Nancy Martin watches PMQs so you don’t have to…
Issue of the week
Given the scale of the accusations that have engulfed Westminster in the last week, it was unsurprising to see the Prime Minister open her remarks today by addressing head on the issue of harassment in Parliament, announcing that she had invited the leaders of the other political parties to a meeting early next week to work on a solution. Both Jeremy Corbyn and Ian Blackford, the SNP’s leader at Westminster, responded that they would be happy to attend such a meeting.
Jeremy Corbyn’s line of questioning this week was perhaps a little obscure – how likely is it that the issue of imported jets being sold through the Isle of Man to avoid tax was one the Prime Minister had prepared for? It seems Corbyn was trying to raise awareness of a recent leak similar to the Panama Papers, as he made a wider point about tax avoidance. The Prime Minister yet again referred to the previous Labour Government as part of her defence, highlighting the cost of paying interest on Government debt.
A potentially explosive moment came towards the end, where Wigan MP Lisa Nandy claimed that she had previously raised concerns about whips using compromising information about MPs’ private lives to exert control. This was followed by Ms Nandy tweeting a Written Question on the subject from 2014. Whilst Theresa May promised to look at the issue, it certainly feels like this moment could cause some real damage to the former women’s minister now in Number 10.
After some consideration I would chalk this up as a nil-nil draw. Corbyn had a strong final question as he drew a comparison between the money lost through tax avoidance and the money needed for public services, but he didn’t manage to truly get under the Prime Minister’s skin. Given the topics available to him, this seems like a missed open goal.
It was Lisa Nandy who clearly had Theresa May on the ropes this week, and although she dealt with it calmly, it’s unlikely we have heard the last of Nandy’s claim.

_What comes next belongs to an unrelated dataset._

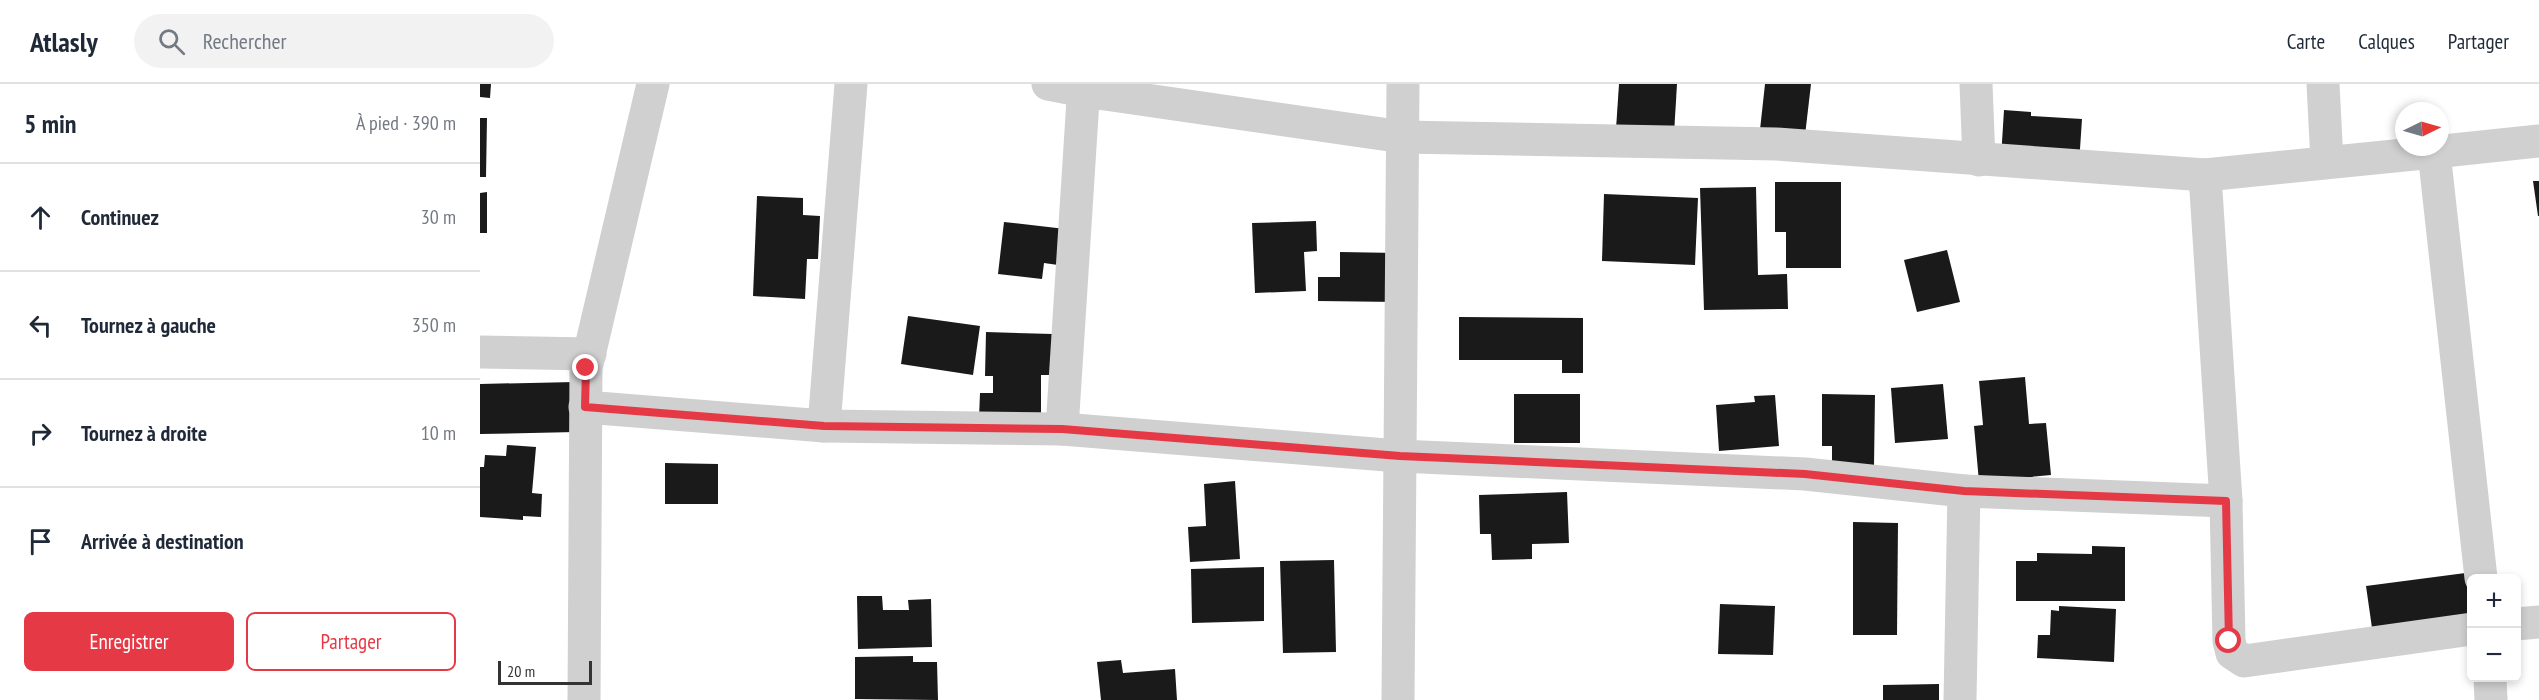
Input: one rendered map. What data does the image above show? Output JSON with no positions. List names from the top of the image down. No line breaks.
{"scale_bar":"20 m","north":"right","page":{"header":"Atlasly","search":"Rechercher","nav":["Carte","Calques","Partager"],"heading":["5 min","À pied · 390 m"],"list":[["Continuez","30 m"],["Tournez à gauche","350 m"],["Tournez à droite","10 m"],"Arrivée à destination"],"map_buttons":["+","−"],"buttons":["Enregistrer","Partager"],"scale":"20 m"}}
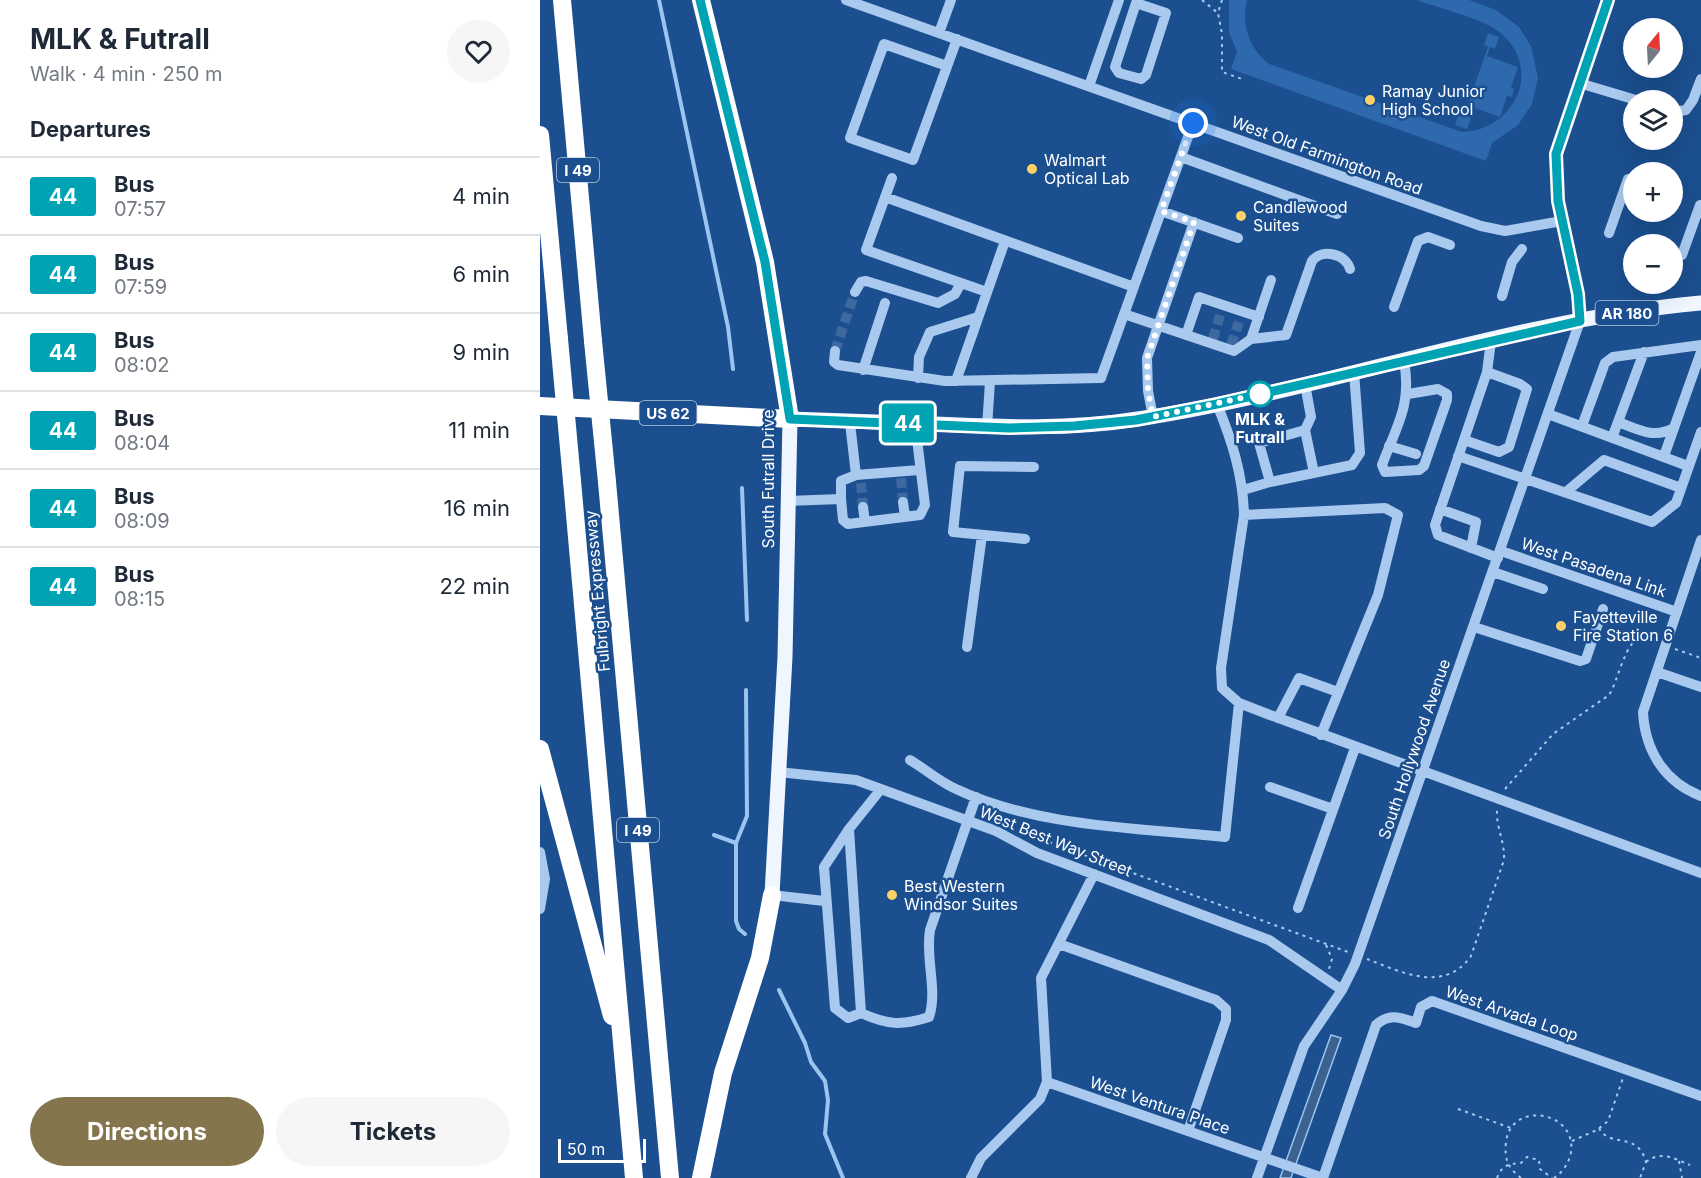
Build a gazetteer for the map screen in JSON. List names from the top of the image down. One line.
{"streets":{"highway":["I 49","US 62","South Futrall Drive","Fulbright Expressway"],"main road":["AR 180"],"street":["West Old Farmington Road","West Pasadena Link","South Hollywood Avenue","West Best Way Street","West Arvada Loop","West Ventura Place"]},"crossings":[["AR 180","US 62"],["AR 180","South Futrall Drive"],["AR 180","South Hollywood Avenue"],["US 62","South Futrall Drive"],["South Futrall Drive","West Best Way Street"],["West Pasadena Link","South Hollywood Avenue"],["South Hollywood Avenue","West Best Way Street"],["South Hollywood Avenue","West Arvada Loop"],["South Hollywood Avenue","West Ventura Place"],["West Arvada Loop","West Ventura Place"]],"places":["Ramay Junior High School","Walmart Optical Lab","Candlewood Suites","MLK & Futrall","Fayetteville Fire Station 6","Best Western Windsor Suites"],"lines":["bus line 44"],"scale_bar":"50 m","north":"top","page":{"heading":[["MLK & Futrall","Walk · 4 min · 250 m"],"Departures"],"on_map":"44","map_buttons":["+","−"],"list":[{"mark":"44","name":"Bus","note":"07:57","value":"4 min"},{"mark":"44","name":"Bus","note":"07:59","value":"6 min"},{"mark":"44","name":"Bus","note":"08:02","value":"9 min"},{"mark":"44","name":"Bus","note":"08:04","value":"11 min"},{"mark":"44","name":"Bus","note":"08:09","value":"16 min"},{"mark":"44","name":"Bus","note":"08:15","value":"22 min"}],"buttons":["Directions","Tickets"],"scale":"50 m"}}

The Conservative benches had a very loud reaction when Theresa May entered the Commons, forcing the Speaker to intervene to ensure Welsh Questions could finish on time. This was soon countered by the indomitable Dennis Skinner, whose anger about the impact of HS2 in his constituency was palpable as he was cheered on by the Labour benches.
As Philip Hammond conferred with Theresa May before she answered, Emily Thornberry’s voice could be heard ringing out. ‘Prime Minister’s Questions, isn’t it?’ she yelled. ‘He can be Prime Minister if you want!’